*** SOURCE MATERIAL ***

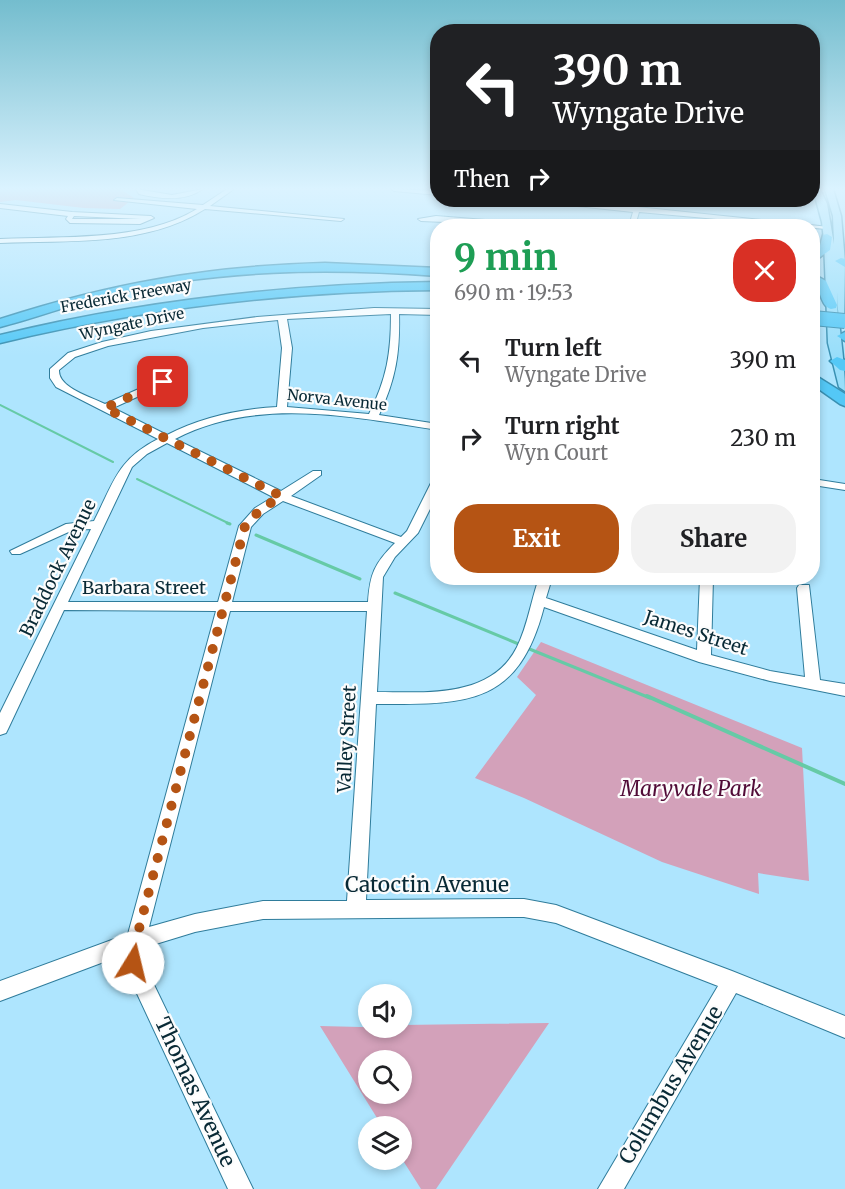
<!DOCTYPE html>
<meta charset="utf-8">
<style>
:root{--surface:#fff;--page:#f2f2f2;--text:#202124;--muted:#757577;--accent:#b55414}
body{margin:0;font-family:Merriweather,serif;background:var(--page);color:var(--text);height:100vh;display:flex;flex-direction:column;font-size:22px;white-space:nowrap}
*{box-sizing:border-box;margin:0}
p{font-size:20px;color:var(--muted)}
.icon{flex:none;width:33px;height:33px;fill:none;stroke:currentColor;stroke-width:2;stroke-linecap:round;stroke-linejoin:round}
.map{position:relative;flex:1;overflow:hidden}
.drawer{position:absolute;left:430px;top:219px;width:390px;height:366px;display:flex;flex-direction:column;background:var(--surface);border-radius:24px;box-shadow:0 3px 9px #0003}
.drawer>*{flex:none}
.hud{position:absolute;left:430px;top:24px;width:390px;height:183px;border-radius:24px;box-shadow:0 3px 9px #0003;background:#202124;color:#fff;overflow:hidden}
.fabs{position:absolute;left:358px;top:984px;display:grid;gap:12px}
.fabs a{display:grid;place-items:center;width:54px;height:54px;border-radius:50%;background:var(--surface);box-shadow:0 3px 9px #0003;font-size:30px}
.pin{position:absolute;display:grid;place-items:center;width:51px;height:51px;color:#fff;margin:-26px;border-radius:12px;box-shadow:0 3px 9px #0006}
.me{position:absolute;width:66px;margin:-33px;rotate:9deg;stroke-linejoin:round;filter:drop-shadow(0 0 4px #0008)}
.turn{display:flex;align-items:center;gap:21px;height:126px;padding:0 24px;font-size:27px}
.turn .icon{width:78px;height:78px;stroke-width:2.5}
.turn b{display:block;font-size:42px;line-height:51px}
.then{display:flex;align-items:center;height:57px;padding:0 24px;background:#0003;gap:12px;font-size:22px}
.round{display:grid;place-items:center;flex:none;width:63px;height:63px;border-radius:24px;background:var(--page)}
.head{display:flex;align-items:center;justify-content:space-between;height:102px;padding:0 24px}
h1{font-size:36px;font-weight:700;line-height:45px;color:#1e9e55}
.primary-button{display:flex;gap:12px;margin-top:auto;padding:12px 24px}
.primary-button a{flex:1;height:69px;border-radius:24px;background:var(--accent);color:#fff;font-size:24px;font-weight:700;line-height:69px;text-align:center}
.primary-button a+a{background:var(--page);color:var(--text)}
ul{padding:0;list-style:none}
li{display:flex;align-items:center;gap:18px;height:78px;padding:0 24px}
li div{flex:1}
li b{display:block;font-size:22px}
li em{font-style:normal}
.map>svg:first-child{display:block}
.green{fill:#d3a1ba;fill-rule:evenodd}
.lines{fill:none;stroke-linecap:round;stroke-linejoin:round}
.stream-far2{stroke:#66caa6;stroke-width:2}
.stream-far1{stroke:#66caa6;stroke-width:3}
.stream{stroke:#66caa6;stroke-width:4}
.minor-casing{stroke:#2f7c9b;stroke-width:2}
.major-casing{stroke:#3990b2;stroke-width:3}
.highway-casing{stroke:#3990b2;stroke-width:3}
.minor{fill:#fff;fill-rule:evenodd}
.major{fill:#98defa;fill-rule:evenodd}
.highway{fill:#54c8f6;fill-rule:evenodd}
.highway-bridge-casing{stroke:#3990b2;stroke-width:16;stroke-linecap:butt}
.highway-bridge{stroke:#54c8f6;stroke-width:14}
.route{stroke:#b55414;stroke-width:10;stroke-dasharray:0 18}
.labels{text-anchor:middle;stroke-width:4.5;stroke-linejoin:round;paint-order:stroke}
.far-street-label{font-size:15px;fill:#082935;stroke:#fcfcfc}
.street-label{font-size:18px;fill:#082935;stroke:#fcfcfc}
.near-park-label{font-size:21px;font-style:italic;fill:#510b37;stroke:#fcfcfc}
.near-street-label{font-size:21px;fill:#082935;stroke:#fcfcfc}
</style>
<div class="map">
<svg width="845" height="1189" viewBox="0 0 845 1189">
<rect width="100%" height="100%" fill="#aee5fe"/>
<g class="green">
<polygon points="0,189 120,189 134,198 120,209 84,208 16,200 0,202"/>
<polygon points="541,642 802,748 809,881 758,873 759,894 662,862 524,798 475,778 536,695 517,677"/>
<path d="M549 1023 436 1189H421L402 1159V1126H382L320 1026 402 1028V1025ZM369 1060H402V1094H369Z"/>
</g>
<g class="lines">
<g class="stream-far2">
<polyline points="0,405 113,462"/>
<polyline points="137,479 230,524"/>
</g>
<g class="stream-far1">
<polyline points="227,523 230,524"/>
<polyline points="256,535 360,579"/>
<polyline points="395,593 521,645"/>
<polyline points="527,648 650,698"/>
</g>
<polyline class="stream" points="647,696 845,784"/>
<g class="minor-casing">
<g id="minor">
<path d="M136 189 172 195 203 189C185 202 160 199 139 194Z"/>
<path d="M227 189H234L210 206 344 219 341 221 205 209C146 247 67 240 0 243V239C62 236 143 242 197 209L114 200 117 198 203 205Z"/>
<polygon points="391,189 438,191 438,195 394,191"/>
<polygon points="521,200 637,207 829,227 826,229 639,212 635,226 629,226 633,212"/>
<path d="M0 204 72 212 151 216 154 218 140 224 70 223 66 219 68 216 0 208ZM74 216 141 219H72Z"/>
<polygon points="436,216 533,224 536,226 421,221 418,219"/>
<path d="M374 308 438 309V315L399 314C400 353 396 379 379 415L438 424V430C352 417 257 396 175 439L281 491 313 471H321V475L291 496 401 537 407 531 432 481 438 478V493L418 533 395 557 383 577 377 692C425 692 491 699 517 647 528 625 531 600 539 578H552L546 598 697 650 700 578H713L711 655 770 671 805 677 797 588 799 585H809L820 680 845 684V696L770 681 699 662 544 607C518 707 466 704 376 704L366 900 524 899 556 905 732 971 845 1016V1038L736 993 624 1189H598L718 986 556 923 524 917 263 919 195 932 146 947 143 962 253 1189H228L126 970 123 963 125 954 0 1001V981L128 934 216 611 64 610 8 729 6 733 0 735V713L91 529 73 530 20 554H12L10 551 66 524 94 521C114 482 117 460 158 439L56 387 50 378V369L68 353 102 342 151 331 257 317ZM391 314C391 353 387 378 369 414L287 407 292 348 287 319ZM278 320 282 348 277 407C240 409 200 418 167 435L113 408 185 375V371H179L105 404C91 397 58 388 59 370L75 357 108 346 203 328ZM167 443 273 497 255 508 239 526 218 602H68L132 467 147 454ZM283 501 395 543C374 564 370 574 368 602H232L251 527 263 514ZM230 611H367L347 901H263L195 914 149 927Z"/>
<polygon points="813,479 845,484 845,490 813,485"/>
</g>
</g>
<g class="major-casing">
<path id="major" d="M813 189H820L827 204 834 244 833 216 825 189H833L841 216 845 262 844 326 838 323 837 292C838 326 845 358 845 391L839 387 828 343 824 241 822 222Z"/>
</g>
<g class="highway-casing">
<g id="highway">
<polygon points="827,234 832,237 830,250 813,262 813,253 819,249 823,235"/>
<polygon points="841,258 845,259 845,267 835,261"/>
<path d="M325 263 438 268V276C328 268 218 269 110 295 73 303 37 318 0 327V319C111 283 209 266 325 263Z"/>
<path d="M813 274 826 281 837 305 836 308 831 309C820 306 822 290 813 283Z"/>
<path d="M438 282V290C289 291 145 308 0 343V335C145 300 289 284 438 282Z"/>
<polygon points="845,332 845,341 837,336"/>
<polygon points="837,357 845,360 845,371 840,370 830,361"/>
<polygon points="813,374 845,394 845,406 840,404 813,385"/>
</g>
</g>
<use href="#minor" class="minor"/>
<use href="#major" class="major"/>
<use href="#highway" class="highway"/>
<g class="highway-bridge-casing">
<polyline id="highway-bridge" points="813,318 845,321"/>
</g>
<use href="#highway-bridge" class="highway-bridge"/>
</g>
<linearGradient id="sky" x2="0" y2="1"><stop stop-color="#74bdce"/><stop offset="0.53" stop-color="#dbf3ff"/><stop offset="1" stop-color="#dbf3ff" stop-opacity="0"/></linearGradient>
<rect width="845" height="356" fill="url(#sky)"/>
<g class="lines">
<polyline class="route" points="133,963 139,929 245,526 259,511 281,496 105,408 163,382"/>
</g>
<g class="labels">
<g class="far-street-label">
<text transform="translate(126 296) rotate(-10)" y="5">Frederick Freeway</text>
<text transform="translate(132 324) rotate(-12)" y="5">Wyngate Drive</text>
<text transform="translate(337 400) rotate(6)" y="5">Norva Avenue</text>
</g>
<g class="street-label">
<text transform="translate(58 568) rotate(-64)" y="6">Braddock Avenue</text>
<text x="144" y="594">Barbara Street</text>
<text transform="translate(696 633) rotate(18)" y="6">James Street</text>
<text transform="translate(347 739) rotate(-87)" y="6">Valley Street</text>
</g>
<g class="near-park-label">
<text x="691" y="796">Maryvale Park</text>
</g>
<g class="near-street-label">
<text x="427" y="892">Catoctin Avenue</text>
<text transform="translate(671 1085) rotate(-59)" y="7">Columbus Avenue</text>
<text transform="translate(195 1092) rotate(65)" y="7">Thomas Avenue</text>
</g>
</g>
</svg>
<div class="fabs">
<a><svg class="icon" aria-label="sound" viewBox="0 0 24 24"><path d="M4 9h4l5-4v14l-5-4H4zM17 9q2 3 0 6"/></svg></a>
<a><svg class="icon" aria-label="search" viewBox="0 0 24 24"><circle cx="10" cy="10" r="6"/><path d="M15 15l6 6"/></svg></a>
<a><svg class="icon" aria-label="layers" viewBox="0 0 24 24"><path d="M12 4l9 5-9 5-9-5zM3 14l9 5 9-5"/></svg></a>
</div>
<div class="pin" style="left:163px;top:382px;background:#d93025"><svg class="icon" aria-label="arrive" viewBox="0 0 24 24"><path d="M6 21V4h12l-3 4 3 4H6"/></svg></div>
<svg class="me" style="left:133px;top:963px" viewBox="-20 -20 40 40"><circle r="19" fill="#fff"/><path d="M0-13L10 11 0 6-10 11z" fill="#b55414"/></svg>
<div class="hud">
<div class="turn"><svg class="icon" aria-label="left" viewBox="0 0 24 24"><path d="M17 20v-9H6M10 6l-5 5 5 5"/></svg><div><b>390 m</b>Wyngate Drive</div></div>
<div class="then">Then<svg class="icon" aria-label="right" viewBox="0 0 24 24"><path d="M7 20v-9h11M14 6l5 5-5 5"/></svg></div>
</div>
<section class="drawer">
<div class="head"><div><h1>9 min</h1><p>690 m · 19:53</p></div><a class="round" style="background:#d93025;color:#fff"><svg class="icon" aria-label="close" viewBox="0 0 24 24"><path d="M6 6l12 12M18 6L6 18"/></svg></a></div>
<ul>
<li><svg class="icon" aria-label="left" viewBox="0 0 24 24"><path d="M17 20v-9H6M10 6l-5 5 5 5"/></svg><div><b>Turn left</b><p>Wyngate Drive</p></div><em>390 m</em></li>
<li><svg class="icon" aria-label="right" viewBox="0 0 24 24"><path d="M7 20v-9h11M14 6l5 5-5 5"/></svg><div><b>Turn right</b><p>Wyn Court</p></div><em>230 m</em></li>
</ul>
<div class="primary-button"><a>Exit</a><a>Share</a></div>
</section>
</div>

*** End of SOURCE MATERIAL ***

ABOUT THIS TASK » If a line in the records contains the word "overflow", copy it out.

THE COMPLETED TASK »
.map{position:relative;flex:1;overflow:hidden}
.hud{position:absolute;left:430px;top:24px;width:390px;height:183px;border-radius:24px;box-shadow:0 3px 9px #0003;background:#202124;color:#fff;overflow:hidden}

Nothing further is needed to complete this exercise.